Beim CDU-Bürgerbüro um die Ecke steht eine Litfaßsäule, darauf ein Wahlplakat der Linken. Das Foto einer typischen Plattenbausiedlung, darüber der Slogan: "Das ist Berlin. Die Linke". Marzahn-Hellersdorf hat auf allen Ebenen lange Jahre links gewählt – Bezirk, Land, Bundestag. Im Rathaus saß eine linke Bürgermeisterin, die jetzt in Rente geht. Nachfolgerin wollte die derzeitige Stadträtin Julia Witt werden. Sie glaubt, dass ihre Partei im berlinweiten Wahlkampf teils die falschen Akzente gesetzt hat.
"Für uns ist sicher das beim Thema Mobilität am deutlichsten.
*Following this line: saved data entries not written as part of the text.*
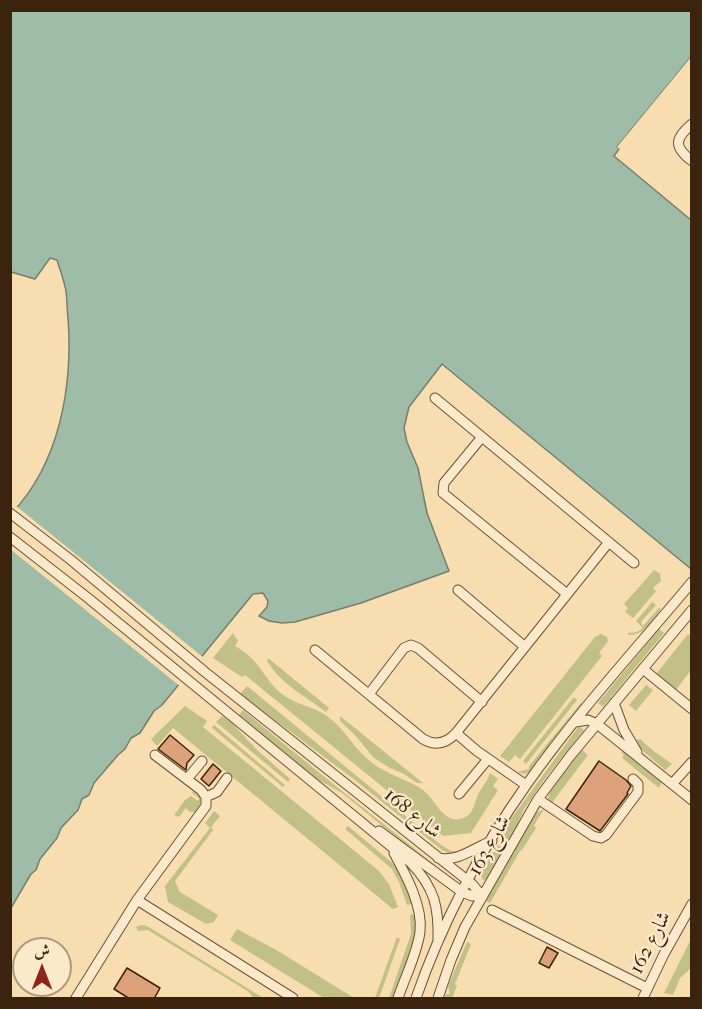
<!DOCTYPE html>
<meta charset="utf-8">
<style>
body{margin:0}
#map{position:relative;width:702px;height:1009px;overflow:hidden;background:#f7ddaf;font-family:"IM FELL French Canon",Amiri,serif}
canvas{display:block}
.frame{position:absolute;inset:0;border:12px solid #3c230d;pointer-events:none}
.north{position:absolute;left:12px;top:937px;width:60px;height:60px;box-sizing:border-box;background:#fae9cb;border:2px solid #ae9a7f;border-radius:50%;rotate:0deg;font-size:16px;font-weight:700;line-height:24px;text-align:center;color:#3c230d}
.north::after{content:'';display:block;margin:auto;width:21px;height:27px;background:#8f2418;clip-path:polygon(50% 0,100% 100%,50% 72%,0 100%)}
</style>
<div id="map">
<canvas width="702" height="1009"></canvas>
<div class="frame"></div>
<div class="north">ش</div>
</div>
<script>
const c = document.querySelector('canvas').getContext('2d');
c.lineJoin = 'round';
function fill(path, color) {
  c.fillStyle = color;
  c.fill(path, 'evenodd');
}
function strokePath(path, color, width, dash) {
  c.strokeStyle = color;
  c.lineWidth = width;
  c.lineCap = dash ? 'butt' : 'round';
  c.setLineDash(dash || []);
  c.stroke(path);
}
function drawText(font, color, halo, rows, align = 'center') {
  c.font = font + ' "IM FELL French Canon",Amiri,serif';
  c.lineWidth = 4.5;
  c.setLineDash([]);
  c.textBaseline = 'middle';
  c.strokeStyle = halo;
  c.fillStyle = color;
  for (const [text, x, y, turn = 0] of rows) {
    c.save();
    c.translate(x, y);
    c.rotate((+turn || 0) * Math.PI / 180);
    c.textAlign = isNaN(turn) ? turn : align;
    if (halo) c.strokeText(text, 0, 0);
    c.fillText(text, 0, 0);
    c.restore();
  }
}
fill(new Path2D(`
 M654 570 660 574 661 581 653 588 656 591 633 618 625 612 628 608 624 604Z
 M652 602 656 605 641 622 643 626 659 608 661 609C652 621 645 635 628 635V633L637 632 643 628 636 621Z
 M659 629 664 633 603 707 598 703Z
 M233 633 238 641 235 646C261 660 262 678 282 694 296 705 313 706 327 716 345 729 354 749 371 762 387 775 407 779 423 790 435 799 443 823 460 819 476 816 473 801 480 791 485 783 487 782 490 773L498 779 493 786 498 790 471 833 443 836 245 675 242 677 213 658Z
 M601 634 607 637 608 641 599 653 602 656 520 759 515 755 509 762 500 756 595 637Z
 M688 634 691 636V670L676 690 656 674Z
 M268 658 329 708 326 712C304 695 282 685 267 661Z
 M646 685 653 690 636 711 629 705Z
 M247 686 441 845 451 851H459V853L450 854 442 850 355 780 240 694Z
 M574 697 577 700 526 764 523 761Z
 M581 703 583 705 530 772 524 774 517 772 529 769V766Z
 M185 706 207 721 203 727 379 871 389 884 398 907 393 909 173 728 157 746 151 739Z
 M243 710C312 768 382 822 452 879L450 881 342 793 317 779 239 715Z
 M222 716 232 723 256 749 290 779 288 782 216 722Z
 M340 716 423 783H417L404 774 388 767 373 757 354 734 340 721Z
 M214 725 285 785 283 787 212 728Z
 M579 726 584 730 547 776 524 809 517 826 490 879 483 880 480 874 507 830 505 827Z
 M641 739C646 747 663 757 672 764L665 770 642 750 635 740Z
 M582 750 588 755 551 804 548 799 549 793Z
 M624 750 662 782 659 788 622 758 624 755 621 752Z
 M193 791 200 797C201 803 200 807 196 812H190L186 808 179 817 174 815 185 800 191 796 198 801 199 798 192 793Z
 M544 809 534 825 536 828 522 850 520 851 490 903 486 901 534 814Z
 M214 811 220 816 211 827 213 830 175 881 180 892 218 915 214 922 206 924 168 902 165 886 210 828 205 823Z
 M348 826 396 866 403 880 412 904 407 905 399 882 392 869 345 829Z
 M415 914V935L394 998H389L411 934 410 915Z
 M141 925 147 926 260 996 262 998H253L249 992 148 930 138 931 136 927Z
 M237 929 278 951 354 998H324L230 940Z
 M397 937 400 939 379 998H375Z
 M691 939V968L680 978 673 995 664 993Z
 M467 942 471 944 455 984 457 986 452 998H445L446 994H450L448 986Z`), '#c1c087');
const water = new Path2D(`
 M11 11H691V57L617 147 619 149 614 156 691 220V569L442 364 409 407 404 428 407 442 418 468 427 513 449 571 361 603 295 622 282 623 269 621 259 616 267 607 268 601 263 593 253 594 162 705 154 711 140 733 131 738 125 749 118 755 94 783 89 795 82 799 78 810 61 828 57 838 40 859 36 870 31 874 11 908V514C60 463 73 386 68 318 67 309 67 299 66 291 64 280 60 270 57 260L50 258 35 279 11 272Z`);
fill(water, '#9ebca8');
strokePath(water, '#777f6a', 1.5);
fill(new Path2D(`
 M691 57V61L619 149 617 147Z
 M15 505 204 658 181 687 10 549V510Z`), '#f7ddaf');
const building = new Path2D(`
 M170 735 194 755 187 763 186 770 158 749Z
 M599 761 626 780 631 786 627 793 628 794 600 831 566 809Z
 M213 764 221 771 209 786 201 779Z
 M547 947 558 953 549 968 539 963Z
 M127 968 160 988 154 999H130L114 989Z`);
fill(building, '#dda279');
strokePath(building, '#3c230d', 1.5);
const minor = new Path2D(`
 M692 124C674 139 674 147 692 161
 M435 398 634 563
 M482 437 444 483 443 493 567 594
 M10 513 71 560 205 672 472 884 482 896
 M10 537 88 598 410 862C435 888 439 907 438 942
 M458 590 525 647
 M315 650 423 739C435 746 446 744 456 733L609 542
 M643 669 692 709
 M369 694 404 648 411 645 418 648 482 702
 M614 703 624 730 637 752
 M575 722 588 720 597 724 692 800
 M456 733 477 751 526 785
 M187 779 202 761
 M672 784 692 762
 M459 794 488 759
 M206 797 217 792 227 778
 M538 799 593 836 601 838 606 835 638 792V784L633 779
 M379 831 462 892 472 896H482
 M394 853C406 875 423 906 420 932 417 954 405 977 398 998
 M438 858C459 862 473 848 492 841
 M137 900 293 998
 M492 910 647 988
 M76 998 137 900 206 806V797L201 790 155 755
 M416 998C442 923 481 849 527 784 577 713 636 649 692 582
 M438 998 451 960 465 927 538 799 571 755 692 610
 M643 998 664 954 692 904`);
strokePath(minor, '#6b5236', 11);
strokePath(minor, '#fae9cb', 9);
drawText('20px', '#3c230d', '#fae9cb', [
 ["شارع 168",412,814,39],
 ["شارع 163",490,846,-61],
 ["شارع 162",651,943,-63]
]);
</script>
Wir reden in der Innenstadt über eine Mobilität, wo Fahrradfahren und ÖPNV ganz wichtig sind. Hier bei uns fahren die Leute Auto und nehmen dieses Thema als fern von ihrer Lebensrealität war."
Bürgermeisterin wird nun vermutlich eine CDU-Politikerin aus dem Team Czaja, die Linke wird wohl nur einen Stadtratsposten besetzen können. Ähnlich auf Landesebene – hier hat die CDU drei Direktmandate geholt.
Immer weniger Wahlkämpfer
Manuela Schmidt von der Linkspartei hat in ihrem Wahlkreis 7 Prozentpunkte verloren, das Mandat trotzdem direkt gewonnen. "Also erstmal will ich jetzt tief durchatmen", sagt die 58-Jährige. Und hofft: "Dass wir uns nicht gegenseitig die Augen auskratzen, sondern dass wir eine Analyse machen, was wir im Bezirk leisten können und wo wir Land und Bund brauchen."
Der Bundestrend war diesmal gegen die Linke. Und einen weiteren Grund für die starken Verluste gibt es – von Mal zu Mal sind es weniger Wahlkämpfer. "Die Zahl der Mitglieder hat sich dramatisch verringert, wir haben in den letzten 20 Jahren zwei Drittel unserer Mitglieder verloren, wir haben sehr viele alte und nur sehr wenige junge Mitglieder." - Manuela Schmidt bleibt dabei: Die Linke ist die Partei der Kümmerer. Doch das Kümmern hat inzwischen auch die CDU in Marzahn-Hellersdorf gelernt.